О-о-о, чёрт. Хартли постарался не усмехнуться двум кускам металла, которые он спаивал. Становилось понятно, кто тут всем заправляет.

Они отошли в другой конец склада и стали говорить так тихо, что Хартли не мог почти ничего разобрать, хотя он точно уловил слово «Брайтон-тауэр» и почти наверняка услышал что-то о церемонии награждения и о Флэше. Потом Мардон ушёл, а Леонард подошёл, чтобы узнать, есть ли прогресс.

— Как продвигается дело?

Хартли улыбнулся.

— Я закончу к завтрашнему вечеру.

— Хорошая работа, Дудочник.

Леонард легонько хлопнул его по плечу, а затем отправился обратно в бар, и Хартли поёжился. У Снарта были холодные руки.

***

У Хартли было одно качество, один ужасный недостаток, о котором он знал, — ему просто необходимо было напирать. Это делало его великим учёным — расширение границ, продвижение теорий, возможность добиться соглашения, — но ещё из-за этого качества его выкинули из родительского дома и из STAR Labs и лишили — по крайней мере, до тех пор, пока Харрисон Уэллс не исчез — возможности участвовать в передовых научных исследованиях и возможного будущего с его соулмейтом.

Но Хартли не мог удержаться, ему нужно было напирать. Поэтому он не мог не флиртовать с Леонардом в эти несколько дней, которые он провёл на складе. Сделав это впервые — по крайней мере, после того, как их официально представили друг другу, — он был приятно удивлён тем, что Леонард ответил ему.

Вечером первого дня Леонард принёс Хартли кофе, когда тот допоздна засиделся над схемами и вычислениями, и это просто само вырвалось:

— Холодный и добрый, прямо как я люблю.

Хартли замер, как только сказал это, потому что знал, что такие слова могут разозлить некоторых людей, например его соулмейта, и такие люди, как Капитан Холод, наверняка тоже входили в их число. Но потом…

— Твои каламбуры даже хуже, чем мои, Дудочник, а меня не так просто обыграть. Тебе нужно лучше стараться.

Леонард ухмыльнулся и ушёл, оставляя его один на один с работой.

Это могло быть интересно.

В основном он не придавал этому особого значения, хоть и не упускал того, как Леонард оценивающе смотрел на него всякий раз, когда Хартли подавал ему намёк, и это только подстёгивало его. Он бы действительно не был против, если бы Холод захотел поразвлечься раз или два после того, как работа с пушкой будет закончена.

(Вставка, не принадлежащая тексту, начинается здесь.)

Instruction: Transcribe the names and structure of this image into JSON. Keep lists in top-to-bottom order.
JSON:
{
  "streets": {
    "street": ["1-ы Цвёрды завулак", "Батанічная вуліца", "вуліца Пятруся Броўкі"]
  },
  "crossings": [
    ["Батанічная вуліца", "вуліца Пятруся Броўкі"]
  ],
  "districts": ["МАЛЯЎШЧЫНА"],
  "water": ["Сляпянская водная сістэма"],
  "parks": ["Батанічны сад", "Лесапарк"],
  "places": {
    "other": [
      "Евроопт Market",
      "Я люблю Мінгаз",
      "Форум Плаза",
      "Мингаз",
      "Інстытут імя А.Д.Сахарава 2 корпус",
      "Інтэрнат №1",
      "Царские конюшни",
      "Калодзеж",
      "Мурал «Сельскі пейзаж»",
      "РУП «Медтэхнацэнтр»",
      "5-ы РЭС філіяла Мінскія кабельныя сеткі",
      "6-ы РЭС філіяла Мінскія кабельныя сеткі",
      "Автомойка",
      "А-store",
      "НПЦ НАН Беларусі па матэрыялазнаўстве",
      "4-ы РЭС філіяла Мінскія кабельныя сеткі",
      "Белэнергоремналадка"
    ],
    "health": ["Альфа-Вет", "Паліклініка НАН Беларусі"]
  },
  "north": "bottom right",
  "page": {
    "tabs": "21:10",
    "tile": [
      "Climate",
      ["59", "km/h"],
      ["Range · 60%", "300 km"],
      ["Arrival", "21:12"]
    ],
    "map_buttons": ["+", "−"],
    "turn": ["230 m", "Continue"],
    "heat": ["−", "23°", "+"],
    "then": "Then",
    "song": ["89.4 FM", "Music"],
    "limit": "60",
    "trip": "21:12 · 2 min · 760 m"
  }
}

А когда он закончил, то узнал, что Леонард проверяет пушку по-своему. Хартли предположил, что это был научный процесс, хоть и не ожидал, что преступник будет так методично проверять оружие. Военные должны были взять это на заметку. Такая тщательная проверка заняла какое-то время: Леонард целился в мишени, заставлял Лизу и Хартли бросать объекты в криополе, чтобы посмотреть, как оно работает и как далеко распространяется, а потом зашёл так далеко, что заставил Лизу стрелять в него из (обычного) пистолета, только немного левее, если поле всё-таки не остановит пулю. Остановило. Либо Леонард был сумасшедшим, либо верил в своё оружие и в меткость своей сестры.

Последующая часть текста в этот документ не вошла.